Setting pictures aside, output exactly the lines from the start of the records to the line with "--surface:#fff; --page:#f7f7f7; --text:#2b2b33;", that line included.

• Exercise data
================================

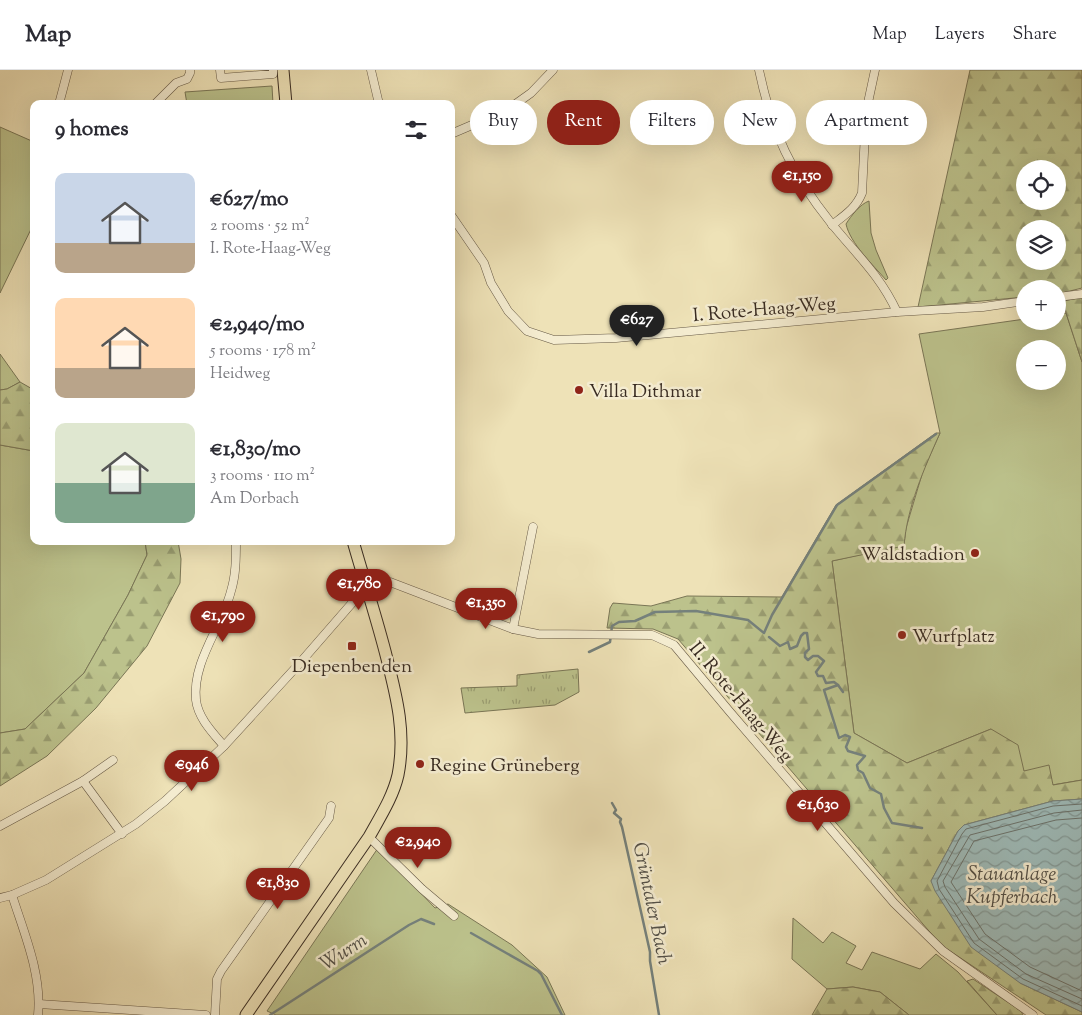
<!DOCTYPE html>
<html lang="en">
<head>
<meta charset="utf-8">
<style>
	:root { --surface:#fff; --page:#f7f7f7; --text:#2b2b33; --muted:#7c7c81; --line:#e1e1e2; --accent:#8f2418 }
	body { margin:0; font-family:"Sorts Mill Goudy",serif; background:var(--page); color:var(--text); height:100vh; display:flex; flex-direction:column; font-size:19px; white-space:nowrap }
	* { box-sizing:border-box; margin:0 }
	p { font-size:16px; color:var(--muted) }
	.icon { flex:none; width:28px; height:28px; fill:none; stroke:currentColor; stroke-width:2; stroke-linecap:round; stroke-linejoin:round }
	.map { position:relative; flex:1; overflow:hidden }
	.sheet { position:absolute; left:30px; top:30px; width:425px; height:445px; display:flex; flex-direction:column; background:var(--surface); border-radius:10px; box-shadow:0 5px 20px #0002 }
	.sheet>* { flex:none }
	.banner { position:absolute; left:470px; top:30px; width:475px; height:45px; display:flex; gap:10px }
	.tools { position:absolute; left:1016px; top:90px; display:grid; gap:10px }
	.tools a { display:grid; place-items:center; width:50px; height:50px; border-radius:50%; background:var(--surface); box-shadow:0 5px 20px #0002; font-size:25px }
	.price { position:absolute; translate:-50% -42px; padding:0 11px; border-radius:18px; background:var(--accent); color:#fff; font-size:16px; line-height:32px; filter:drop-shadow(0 1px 2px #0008) }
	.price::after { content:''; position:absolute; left:50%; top:30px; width:15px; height:11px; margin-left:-8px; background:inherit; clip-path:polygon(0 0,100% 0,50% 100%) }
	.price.active { background:#222; color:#fff }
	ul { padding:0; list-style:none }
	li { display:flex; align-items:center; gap:15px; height:125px; padding:0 25px }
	li span { display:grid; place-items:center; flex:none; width:140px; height:100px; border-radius:10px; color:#555 }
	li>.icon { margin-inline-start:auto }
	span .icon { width:60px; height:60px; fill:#fffc; stroke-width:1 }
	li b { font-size:21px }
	h2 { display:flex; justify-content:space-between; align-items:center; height:60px; padding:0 25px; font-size:21px }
	.chip { padding:0 18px; border-radius:22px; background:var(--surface); box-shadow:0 5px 20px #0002; font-size:18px; line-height:45px }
	.chip.active { background:var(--accent); color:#fff }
	header { display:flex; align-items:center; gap:30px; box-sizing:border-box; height:70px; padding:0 25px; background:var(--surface); border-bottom:1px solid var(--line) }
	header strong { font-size:24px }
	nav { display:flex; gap:28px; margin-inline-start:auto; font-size:18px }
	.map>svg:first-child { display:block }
	.green { fill:#bcc28c; stroke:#7a7656; fill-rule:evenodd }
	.forest { fill:url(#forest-firs); stroke:#7a7656; fill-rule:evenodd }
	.park { fill:url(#park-tufts); stroke:#7a7656 }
	.water { fill:url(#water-waves); stroke:#75817c }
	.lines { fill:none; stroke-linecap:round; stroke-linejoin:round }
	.shore { stroke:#6b736d; stroke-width:1 }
	.stream { stroke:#75817c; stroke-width:2.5 }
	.street-casing { stroke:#665946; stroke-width:9 }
	.primary-casing { stroke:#382b21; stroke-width:13 }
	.street { stroke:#f4ecd0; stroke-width:8 }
	.primary { stroke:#eee2b7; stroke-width:11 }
	.poi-dot { fill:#8f2418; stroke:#f4ecd0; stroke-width:2 }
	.labels { text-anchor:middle; stroke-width:5; stroke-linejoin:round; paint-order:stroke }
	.street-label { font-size:19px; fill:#382b21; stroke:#f4ecd0 }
	.poi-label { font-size:19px; fill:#382b21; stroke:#f4ecd0; text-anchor:start }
	.water-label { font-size:20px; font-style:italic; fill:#524f47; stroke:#f4ecd0 }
</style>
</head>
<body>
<header>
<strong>Map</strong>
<nav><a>Map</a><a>Layers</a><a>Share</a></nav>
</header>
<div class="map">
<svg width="1082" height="945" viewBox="0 0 1082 945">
	<defs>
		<pattern id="forest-firs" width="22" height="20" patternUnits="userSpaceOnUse" patternTransform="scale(1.25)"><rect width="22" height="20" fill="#bcc28c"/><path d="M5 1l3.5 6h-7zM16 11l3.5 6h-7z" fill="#9a9e72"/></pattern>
		<pattern id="park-tufts" width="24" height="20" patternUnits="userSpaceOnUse" patternTransform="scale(1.25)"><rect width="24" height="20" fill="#bcc28c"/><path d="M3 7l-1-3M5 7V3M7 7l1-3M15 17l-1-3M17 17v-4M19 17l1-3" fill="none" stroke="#9a9e72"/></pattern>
		<pattern id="water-waves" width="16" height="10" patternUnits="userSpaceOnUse" patternTransform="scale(1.25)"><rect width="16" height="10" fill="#9ebbb9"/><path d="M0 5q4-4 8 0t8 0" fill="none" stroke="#829896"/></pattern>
	</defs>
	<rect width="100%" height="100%" fill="#eee2b7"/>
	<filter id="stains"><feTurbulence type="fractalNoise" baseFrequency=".004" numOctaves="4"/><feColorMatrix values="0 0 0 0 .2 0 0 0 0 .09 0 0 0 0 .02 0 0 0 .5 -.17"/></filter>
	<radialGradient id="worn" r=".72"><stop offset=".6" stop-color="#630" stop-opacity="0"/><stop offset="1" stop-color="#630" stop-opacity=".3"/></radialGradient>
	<g class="green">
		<polygon points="272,16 273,34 187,34 185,22"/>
		<polygon points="0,57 34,72 34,153 0,223"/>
		<path d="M869,131l2,32 5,17 12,28 -2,2c-13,-15 -36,-37 -40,-56 5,-8 14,-20 23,-23z"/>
		<path d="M1066,243l16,49v418l-30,5 -28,-14 -33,-42 -84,34 -53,-30 -22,-172 72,-16 2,-17 17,-57 17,-38 -21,-99 106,-15v2h33v-6zM1025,279h33v32h-33z"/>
		<polygon points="0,284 20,312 7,319 0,320"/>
		<polygon points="0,375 34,381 34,471 145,471 147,485 128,525 84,603 25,659 0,663"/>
		<polygon points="378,778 435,838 448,834 512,875 547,907 565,945 276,945 267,941"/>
		<polygon points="793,848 823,873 832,862 856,876 846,893 862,900 872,882 920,899 936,884 958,902 997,945 909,945 880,922 853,917 827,919 792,889"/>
	</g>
	<g class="forest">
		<path d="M970,0h112v218l-24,6v-5h-33v8l-107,10zM1025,99h33v32h-33zM1025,159h33v32h-33z"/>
		<polygon points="1082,227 1082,292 1066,243 1064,231"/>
		<polygon points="20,312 34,320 34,381 0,375 0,320 7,319"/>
		<path d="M936,363h4c-16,36 -33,74 -36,113l-72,15 22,172 53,30 84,-34 27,16 6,26 25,-6 4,20 29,-5v19l-29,2 -89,24 -6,6 -27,50 89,102 62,29v3h-36l-105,-70 -263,-306 -25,-10 -46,-1 3,-20 3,-5 38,3 36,-10 95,1 54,-92z"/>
		<polygon points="145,471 178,471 181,489 180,513 147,576 96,638 47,686 0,716 0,663 25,659 84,603 128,525 147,485"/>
		<polygon points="973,909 1021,941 1023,945 997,945 967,911"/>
		<polygon points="853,917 880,922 909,945 812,945 827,919"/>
	</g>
	<polygon class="park" points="578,599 579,622 555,635 465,643 461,618 517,616 517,605"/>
	<polygon class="water" points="1082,729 1082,942 1020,913 971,877 935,821 931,811 958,761 964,755 1053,731"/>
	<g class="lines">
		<g class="shore">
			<polyline points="1082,734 1053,736 966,759 962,764 937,811 939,819 974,873 1023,909 1082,936"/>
			<polyline points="1082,740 1054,743 970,765 943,811 945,817 979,869 1026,904 1082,929"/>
			<polyline points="1082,748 1056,750 974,771 951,812 985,864 1030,897 1082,921"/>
		</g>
		<g class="stream">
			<polyline points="769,567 780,576 788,572 790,579 797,576 801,566 804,563 807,563 809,579 805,583 805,587 808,590 813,586 818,586 824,591 816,602 818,606 823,606 826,613 834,612 838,615 824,620 839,668 845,665 850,667 846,677 848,681 865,686 857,695 858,700 863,703 870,718 881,724 884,738 892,753 922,758"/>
			<polyline points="589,582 610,572 612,556 619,552 635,551 655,542 696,541 748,550 764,563 772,545 837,435 936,364"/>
			<polyline points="838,615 843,622"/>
			<polyline points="612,733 616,740 614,743 621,749 620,752 622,757 650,882 650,891 659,945"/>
			<polyline points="471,863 538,901 541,904 562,945"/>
			<polyline points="270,945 409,855 421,849 434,854"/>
		</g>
		<defs>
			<g id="street">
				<polyline points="220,0 221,8 273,4 273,0"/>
				<polyline points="371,0 379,34"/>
				<path d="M759,0c13,62 32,103 72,153 25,31 49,52 66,89"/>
				<polyline points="59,34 68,0"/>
				<polyline points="155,34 176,13 187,9 190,3 190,0"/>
				<polyline points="451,64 507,40 531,23 553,0"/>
				<polyline points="451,145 484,193 491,213 508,241 527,261 554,270 616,268 897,242 983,237 1025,231"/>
				<path d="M832,155c13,-10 24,-17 30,-32l4,-81 9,-42"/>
				<polyline points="1058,227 1082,224"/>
				<polyline points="513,559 533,457"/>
				<path d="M224,676c-11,-13 -26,-28 -28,-46 -4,-39 26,-73 35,-109 5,-16 5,-33 5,-50"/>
				<polyline points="83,711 122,764"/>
				<polyline points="0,756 83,711 113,690"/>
				<polyline points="369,767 422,819 454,846"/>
				<path d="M12,825c12,38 30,79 26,120"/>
				<polyline points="0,828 12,825 46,810 136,754 165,731 224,676 299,594 366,517 376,512 390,512 513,559 538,564 652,565 674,575 730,642 894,833 943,881 1033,945"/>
				<polyline points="39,934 206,945"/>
				<polyline points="215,945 217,909 221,901 329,748 331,736"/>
			</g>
			<g id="primary">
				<polyline points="283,0 286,34"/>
				<path d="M246,945l123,-178c11,-20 24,-40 29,-62 8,-41 -1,-77 -11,-116 -10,-40 -23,-79 -34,-118"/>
			</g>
		</defs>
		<use href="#street" class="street-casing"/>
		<use href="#primary" class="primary-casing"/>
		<use href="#street" class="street"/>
		<use href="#primary" class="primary"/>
	</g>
	<g class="poi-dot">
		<circle cx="579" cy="320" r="5"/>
		<circle cx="975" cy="483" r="5"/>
		<circle cx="902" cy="565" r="5"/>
		<rect x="347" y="571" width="10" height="10" rx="2.5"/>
		<circle cx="420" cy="694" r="5"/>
	</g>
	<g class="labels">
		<g class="street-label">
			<text transform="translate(764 238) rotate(-5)" y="7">I. Rote-Haag-Weg</text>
			<text transform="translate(742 631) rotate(50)" y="7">II. Rote-Haag-Weg</text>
		</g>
		<g class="poi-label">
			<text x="589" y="327">Villa Dithmar</text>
			<text x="965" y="490" text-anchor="end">Waldstadion</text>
			<text x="912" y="572">Wurfplatz</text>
			<text x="352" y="602" text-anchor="middle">Diepenbenden</text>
			<text x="430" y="701">Regine Grüneberg</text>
		</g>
		<g class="water-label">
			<text x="1012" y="810">Stauanlage<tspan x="1012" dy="23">Kupferbach</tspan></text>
			<text transform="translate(653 833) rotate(78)" y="7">Grüntaler Bach</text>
			<text transform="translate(343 881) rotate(-33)" y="7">Wurm</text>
		</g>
	</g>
	<rect width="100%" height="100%" filter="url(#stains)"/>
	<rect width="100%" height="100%" fill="url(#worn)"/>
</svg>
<div class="tools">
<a><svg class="icon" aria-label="locate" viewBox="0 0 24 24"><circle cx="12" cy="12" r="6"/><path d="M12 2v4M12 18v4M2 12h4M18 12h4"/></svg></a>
<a><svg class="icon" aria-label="layers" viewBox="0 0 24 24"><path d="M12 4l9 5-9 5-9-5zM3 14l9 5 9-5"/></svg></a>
<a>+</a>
<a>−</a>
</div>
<b class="price" style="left:802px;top:133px">€1,150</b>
<b class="price active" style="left:637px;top:277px">€627</b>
<b class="price" style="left:359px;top:541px">€1,780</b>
<b class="price" style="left:486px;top:560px">€1,350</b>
<b class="price" style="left:223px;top:573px">€1,790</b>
<b class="price" style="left:192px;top:722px">€946</b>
<b class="price" style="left:818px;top:762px">€1,630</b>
<b class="price" style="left:418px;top:799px">€2,940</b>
<b class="price" style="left:278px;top:840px">€1,830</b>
<div class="banner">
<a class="chip">Buy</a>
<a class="chip active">Rent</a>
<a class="chip">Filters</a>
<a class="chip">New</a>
<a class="chip">Apartment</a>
</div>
<section class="sheet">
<h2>9 homes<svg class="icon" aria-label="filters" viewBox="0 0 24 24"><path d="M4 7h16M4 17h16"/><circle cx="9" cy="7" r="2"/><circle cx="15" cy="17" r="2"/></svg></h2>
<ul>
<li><span style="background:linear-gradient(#c9d6e8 70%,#b9a48a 0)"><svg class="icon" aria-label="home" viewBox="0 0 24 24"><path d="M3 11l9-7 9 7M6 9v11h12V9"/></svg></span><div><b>€627/mo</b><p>2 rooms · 52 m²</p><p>I. Rote-Haag-Weg</p></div></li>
<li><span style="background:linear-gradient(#ffd9b3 70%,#b9a48a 0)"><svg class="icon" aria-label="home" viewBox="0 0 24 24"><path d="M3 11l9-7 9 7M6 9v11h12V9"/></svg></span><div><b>€2,940/mo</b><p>5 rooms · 178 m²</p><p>Heidweg</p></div></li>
<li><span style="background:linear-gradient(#dfe7d0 60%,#7fa58c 0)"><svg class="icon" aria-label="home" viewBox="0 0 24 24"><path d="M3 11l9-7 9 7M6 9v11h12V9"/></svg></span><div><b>€1,830/mo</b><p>3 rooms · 110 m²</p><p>Am Dorbach</p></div></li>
</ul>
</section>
</div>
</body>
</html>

================================

• Response to the task
<!DOCTYPE html>
<html lang="en">
<head>
<meta charset="utf-8">
<style>
	:root { --surface:#fff; --page:#f7f7f7; --text:#2b2b33; --muted:#7c7c81; --line:#e1e1e2; --accent:#8f2418 }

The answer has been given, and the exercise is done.